Record set:
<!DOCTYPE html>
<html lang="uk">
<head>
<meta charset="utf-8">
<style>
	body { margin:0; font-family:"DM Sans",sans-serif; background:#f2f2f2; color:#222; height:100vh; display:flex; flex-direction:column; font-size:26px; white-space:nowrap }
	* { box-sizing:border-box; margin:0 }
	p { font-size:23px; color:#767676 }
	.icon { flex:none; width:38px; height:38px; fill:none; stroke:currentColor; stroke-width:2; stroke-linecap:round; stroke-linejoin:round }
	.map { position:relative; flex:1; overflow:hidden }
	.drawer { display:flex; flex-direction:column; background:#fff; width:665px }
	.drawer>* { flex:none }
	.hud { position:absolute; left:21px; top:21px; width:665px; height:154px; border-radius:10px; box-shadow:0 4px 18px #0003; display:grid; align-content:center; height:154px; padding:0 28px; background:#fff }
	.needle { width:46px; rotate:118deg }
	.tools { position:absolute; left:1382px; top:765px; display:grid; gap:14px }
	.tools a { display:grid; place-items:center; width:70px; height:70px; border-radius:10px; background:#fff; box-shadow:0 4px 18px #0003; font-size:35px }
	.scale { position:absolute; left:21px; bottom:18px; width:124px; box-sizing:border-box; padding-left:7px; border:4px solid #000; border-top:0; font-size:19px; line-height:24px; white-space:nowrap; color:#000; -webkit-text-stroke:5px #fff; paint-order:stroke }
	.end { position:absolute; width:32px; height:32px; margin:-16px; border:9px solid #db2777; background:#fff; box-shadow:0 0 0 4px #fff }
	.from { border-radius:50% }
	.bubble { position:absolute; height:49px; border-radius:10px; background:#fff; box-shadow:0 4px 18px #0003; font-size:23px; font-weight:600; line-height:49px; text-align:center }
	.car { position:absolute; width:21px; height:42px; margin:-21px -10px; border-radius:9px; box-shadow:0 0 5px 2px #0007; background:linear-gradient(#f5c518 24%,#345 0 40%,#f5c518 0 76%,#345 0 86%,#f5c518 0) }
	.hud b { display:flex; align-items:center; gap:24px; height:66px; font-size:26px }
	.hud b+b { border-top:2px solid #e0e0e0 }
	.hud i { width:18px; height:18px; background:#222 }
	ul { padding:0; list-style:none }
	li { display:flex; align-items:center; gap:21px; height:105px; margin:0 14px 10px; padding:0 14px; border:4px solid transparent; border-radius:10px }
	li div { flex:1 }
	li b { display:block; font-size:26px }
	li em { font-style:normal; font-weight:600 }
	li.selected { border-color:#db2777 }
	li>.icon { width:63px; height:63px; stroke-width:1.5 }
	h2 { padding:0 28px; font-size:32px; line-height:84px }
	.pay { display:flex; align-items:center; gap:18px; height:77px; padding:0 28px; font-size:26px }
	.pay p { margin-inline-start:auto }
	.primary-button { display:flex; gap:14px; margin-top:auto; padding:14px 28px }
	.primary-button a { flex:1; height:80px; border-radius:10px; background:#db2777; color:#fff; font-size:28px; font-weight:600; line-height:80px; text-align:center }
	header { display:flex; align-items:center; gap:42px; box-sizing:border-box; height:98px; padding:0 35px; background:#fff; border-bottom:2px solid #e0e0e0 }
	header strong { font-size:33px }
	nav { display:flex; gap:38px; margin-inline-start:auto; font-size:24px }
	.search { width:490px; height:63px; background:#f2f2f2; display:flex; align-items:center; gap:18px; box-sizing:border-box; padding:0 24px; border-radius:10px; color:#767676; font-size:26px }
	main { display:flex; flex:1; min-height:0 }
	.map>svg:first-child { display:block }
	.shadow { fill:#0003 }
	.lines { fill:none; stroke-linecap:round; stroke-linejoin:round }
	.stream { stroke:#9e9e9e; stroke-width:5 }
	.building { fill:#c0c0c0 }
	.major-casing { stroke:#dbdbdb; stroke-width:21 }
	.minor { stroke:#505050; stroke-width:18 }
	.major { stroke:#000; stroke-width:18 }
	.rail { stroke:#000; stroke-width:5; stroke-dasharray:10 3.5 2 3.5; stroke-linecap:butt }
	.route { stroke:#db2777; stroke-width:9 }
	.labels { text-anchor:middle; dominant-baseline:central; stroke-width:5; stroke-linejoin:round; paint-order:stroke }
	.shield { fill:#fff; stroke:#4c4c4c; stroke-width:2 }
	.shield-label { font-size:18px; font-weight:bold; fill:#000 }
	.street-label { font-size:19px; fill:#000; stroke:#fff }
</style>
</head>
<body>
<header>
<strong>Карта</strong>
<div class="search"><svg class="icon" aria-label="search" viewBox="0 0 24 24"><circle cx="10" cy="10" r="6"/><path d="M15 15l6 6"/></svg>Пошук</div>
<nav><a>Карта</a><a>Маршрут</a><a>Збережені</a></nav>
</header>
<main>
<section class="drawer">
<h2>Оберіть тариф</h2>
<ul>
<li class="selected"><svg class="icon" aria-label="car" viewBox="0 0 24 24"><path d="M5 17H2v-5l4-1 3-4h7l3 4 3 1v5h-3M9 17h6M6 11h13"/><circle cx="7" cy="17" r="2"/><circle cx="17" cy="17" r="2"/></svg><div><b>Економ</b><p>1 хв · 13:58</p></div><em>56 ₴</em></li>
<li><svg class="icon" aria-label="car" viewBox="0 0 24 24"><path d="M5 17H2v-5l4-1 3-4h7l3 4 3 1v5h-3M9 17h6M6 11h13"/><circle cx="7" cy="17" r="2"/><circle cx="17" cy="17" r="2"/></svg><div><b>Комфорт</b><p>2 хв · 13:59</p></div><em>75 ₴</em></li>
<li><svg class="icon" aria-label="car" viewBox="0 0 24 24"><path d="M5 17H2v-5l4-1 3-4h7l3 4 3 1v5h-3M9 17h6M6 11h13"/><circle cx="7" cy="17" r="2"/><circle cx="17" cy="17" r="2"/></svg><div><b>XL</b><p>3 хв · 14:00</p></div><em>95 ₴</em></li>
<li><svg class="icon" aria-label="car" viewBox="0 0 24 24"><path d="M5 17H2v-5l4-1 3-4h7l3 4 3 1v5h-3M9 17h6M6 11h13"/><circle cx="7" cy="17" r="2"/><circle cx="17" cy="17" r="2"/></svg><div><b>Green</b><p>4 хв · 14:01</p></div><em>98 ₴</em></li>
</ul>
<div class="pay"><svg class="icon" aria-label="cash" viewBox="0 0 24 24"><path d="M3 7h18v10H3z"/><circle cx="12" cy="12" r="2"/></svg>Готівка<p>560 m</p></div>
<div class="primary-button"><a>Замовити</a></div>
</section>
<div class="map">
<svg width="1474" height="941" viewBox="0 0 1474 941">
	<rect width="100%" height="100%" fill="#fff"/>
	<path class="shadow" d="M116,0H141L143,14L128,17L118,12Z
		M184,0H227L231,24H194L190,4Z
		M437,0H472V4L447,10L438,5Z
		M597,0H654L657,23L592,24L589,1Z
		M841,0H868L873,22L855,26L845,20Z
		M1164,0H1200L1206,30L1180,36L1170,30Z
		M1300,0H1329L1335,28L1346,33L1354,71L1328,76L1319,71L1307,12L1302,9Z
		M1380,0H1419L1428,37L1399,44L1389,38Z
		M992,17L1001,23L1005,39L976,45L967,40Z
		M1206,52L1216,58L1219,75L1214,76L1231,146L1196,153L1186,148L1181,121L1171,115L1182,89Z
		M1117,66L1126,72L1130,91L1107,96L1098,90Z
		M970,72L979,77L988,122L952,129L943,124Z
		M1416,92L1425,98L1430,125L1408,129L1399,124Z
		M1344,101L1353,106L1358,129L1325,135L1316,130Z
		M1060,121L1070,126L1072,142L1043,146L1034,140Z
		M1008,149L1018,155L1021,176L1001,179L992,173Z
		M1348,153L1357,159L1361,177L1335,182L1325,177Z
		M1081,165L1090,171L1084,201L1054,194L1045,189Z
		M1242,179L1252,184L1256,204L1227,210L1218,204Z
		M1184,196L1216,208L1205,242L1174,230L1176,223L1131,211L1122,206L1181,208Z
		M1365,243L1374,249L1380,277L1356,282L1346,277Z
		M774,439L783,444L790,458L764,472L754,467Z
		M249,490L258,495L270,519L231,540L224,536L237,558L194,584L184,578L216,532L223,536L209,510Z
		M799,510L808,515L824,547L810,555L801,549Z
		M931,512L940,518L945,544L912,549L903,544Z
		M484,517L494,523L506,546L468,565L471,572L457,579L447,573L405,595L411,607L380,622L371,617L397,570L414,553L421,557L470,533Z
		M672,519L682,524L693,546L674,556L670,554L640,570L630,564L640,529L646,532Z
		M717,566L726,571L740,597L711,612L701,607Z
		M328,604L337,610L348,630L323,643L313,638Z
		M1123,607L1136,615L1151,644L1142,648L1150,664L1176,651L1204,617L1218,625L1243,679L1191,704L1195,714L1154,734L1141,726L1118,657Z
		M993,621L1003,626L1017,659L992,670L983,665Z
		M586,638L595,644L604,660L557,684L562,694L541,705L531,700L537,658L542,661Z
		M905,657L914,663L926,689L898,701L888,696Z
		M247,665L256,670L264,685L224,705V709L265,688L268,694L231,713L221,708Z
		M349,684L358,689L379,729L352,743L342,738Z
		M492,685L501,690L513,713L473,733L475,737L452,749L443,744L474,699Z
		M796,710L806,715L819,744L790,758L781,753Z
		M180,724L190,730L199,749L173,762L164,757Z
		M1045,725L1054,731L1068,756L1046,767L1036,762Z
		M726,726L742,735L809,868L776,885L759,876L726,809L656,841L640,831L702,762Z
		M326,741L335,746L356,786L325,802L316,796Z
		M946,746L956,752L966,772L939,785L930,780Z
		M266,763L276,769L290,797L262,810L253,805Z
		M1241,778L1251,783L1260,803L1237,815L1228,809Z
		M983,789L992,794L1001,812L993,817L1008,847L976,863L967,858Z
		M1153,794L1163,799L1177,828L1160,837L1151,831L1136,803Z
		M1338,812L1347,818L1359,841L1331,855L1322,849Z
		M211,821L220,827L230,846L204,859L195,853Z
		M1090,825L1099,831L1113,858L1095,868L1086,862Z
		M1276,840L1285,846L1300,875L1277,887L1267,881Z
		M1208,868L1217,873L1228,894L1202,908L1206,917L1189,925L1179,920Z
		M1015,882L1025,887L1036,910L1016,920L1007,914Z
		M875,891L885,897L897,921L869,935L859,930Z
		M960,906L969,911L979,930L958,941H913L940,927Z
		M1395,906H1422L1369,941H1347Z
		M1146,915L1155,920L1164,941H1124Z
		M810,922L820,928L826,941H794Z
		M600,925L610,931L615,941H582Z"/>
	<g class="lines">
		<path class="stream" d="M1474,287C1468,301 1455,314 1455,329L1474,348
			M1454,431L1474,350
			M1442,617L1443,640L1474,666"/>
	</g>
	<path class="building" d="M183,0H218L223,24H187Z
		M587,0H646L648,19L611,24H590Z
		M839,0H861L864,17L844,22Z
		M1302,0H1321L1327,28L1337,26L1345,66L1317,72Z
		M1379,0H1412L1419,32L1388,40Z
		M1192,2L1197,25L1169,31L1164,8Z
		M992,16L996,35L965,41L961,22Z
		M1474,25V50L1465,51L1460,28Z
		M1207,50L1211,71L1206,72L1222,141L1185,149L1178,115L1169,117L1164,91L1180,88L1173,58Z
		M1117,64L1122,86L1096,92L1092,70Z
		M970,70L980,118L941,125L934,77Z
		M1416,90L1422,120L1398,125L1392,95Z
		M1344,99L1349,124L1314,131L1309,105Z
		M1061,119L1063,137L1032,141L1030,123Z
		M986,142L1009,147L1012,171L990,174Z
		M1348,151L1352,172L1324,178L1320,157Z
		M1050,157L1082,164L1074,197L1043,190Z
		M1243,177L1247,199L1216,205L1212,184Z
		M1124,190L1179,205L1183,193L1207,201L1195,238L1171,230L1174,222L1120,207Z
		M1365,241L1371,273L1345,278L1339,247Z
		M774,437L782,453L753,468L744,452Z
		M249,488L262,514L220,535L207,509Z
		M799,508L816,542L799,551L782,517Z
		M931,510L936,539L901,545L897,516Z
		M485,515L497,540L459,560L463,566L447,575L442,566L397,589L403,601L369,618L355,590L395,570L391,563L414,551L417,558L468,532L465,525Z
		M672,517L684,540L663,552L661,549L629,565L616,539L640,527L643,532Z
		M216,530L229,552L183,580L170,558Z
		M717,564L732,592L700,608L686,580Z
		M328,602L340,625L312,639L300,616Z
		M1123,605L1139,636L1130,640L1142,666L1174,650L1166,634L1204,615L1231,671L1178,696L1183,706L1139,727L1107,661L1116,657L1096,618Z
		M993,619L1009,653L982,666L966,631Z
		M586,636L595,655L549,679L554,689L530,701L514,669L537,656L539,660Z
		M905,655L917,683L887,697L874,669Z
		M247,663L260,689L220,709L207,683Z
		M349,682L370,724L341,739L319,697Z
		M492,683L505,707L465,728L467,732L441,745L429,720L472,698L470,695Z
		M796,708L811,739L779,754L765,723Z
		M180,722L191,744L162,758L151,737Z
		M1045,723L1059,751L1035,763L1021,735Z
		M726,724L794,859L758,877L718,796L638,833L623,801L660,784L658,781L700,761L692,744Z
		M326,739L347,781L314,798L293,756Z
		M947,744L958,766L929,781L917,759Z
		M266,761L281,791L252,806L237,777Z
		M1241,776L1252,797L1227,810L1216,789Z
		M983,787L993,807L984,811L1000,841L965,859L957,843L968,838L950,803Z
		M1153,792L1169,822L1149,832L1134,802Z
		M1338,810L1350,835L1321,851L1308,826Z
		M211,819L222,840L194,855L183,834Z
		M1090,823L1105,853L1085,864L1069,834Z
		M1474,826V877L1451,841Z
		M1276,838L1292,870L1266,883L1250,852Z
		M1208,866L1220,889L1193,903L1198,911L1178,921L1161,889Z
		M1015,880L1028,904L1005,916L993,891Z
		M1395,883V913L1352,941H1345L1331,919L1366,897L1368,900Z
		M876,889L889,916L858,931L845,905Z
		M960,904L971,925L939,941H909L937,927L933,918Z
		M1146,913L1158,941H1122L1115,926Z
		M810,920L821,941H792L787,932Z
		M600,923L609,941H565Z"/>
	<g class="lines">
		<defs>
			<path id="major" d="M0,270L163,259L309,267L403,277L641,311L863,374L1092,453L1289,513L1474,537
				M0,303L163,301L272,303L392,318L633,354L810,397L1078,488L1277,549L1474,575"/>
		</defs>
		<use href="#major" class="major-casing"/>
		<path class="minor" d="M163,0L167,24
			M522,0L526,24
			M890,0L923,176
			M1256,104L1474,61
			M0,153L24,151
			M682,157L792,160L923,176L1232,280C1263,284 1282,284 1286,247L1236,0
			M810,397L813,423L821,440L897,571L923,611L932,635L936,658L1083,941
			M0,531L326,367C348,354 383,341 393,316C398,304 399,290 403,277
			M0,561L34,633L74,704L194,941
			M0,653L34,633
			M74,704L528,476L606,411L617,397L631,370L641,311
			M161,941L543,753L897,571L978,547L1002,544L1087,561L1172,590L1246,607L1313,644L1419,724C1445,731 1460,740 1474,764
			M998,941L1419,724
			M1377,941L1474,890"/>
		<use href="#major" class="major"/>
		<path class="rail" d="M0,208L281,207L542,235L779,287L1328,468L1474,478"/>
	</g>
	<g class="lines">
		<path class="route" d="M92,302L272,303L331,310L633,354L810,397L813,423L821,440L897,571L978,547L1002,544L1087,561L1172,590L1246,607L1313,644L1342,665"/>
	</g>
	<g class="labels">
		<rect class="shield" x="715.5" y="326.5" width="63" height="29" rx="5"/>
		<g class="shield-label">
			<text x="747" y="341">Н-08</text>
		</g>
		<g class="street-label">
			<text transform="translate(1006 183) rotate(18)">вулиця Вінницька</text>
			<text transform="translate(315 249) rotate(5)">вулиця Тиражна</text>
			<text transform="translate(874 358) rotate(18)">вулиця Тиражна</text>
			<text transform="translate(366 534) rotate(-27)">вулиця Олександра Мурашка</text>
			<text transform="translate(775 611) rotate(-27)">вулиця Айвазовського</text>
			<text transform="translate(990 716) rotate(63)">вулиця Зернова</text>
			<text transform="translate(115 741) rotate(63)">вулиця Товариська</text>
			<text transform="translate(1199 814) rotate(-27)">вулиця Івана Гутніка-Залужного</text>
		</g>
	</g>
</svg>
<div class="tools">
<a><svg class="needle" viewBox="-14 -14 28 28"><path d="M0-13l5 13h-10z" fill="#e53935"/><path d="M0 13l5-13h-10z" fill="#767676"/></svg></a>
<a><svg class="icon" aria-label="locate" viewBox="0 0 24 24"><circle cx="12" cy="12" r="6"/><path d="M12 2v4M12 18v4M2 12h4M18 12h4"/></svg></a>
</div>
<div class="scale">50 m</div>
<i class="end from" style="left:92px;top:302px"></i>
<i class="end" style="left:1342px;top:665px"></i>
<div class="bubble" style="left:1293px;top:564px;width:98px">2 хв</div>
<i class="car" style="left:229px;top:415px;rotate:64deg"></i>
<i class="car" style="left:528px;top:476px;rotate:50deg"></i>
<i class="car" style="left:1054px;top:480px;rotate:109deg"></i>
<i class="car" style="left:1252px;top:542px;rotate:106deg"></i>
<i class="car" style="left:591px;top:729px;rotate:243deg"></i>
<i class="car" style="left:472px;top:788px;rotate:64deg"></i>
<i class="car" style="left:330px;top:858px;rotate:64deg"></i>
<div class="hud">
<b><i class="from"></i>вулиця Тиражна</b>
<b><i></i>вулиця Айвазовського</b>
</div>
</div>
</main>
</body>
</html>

What is expected: Please find each line in the records above that holds the word "grid", and copy it.

Task solution:
	.hud { position:absolute; left:21px; top:21px; width:665px; height:154px; border-radius:10px; box-shadow:0 4px 18px #0003; display:grid; align-content:center; height:154px; padding:0 28px; background:#fff }
	.tools { position:absolute; left:1382px; top:765px; display:grid; gap:14px }
	.tools a { display:grid; place-items:center; width:70px; height:70px; border-radius:10px; background:#fff; box-shadow:0 4px 18px #0003; font-size:35px }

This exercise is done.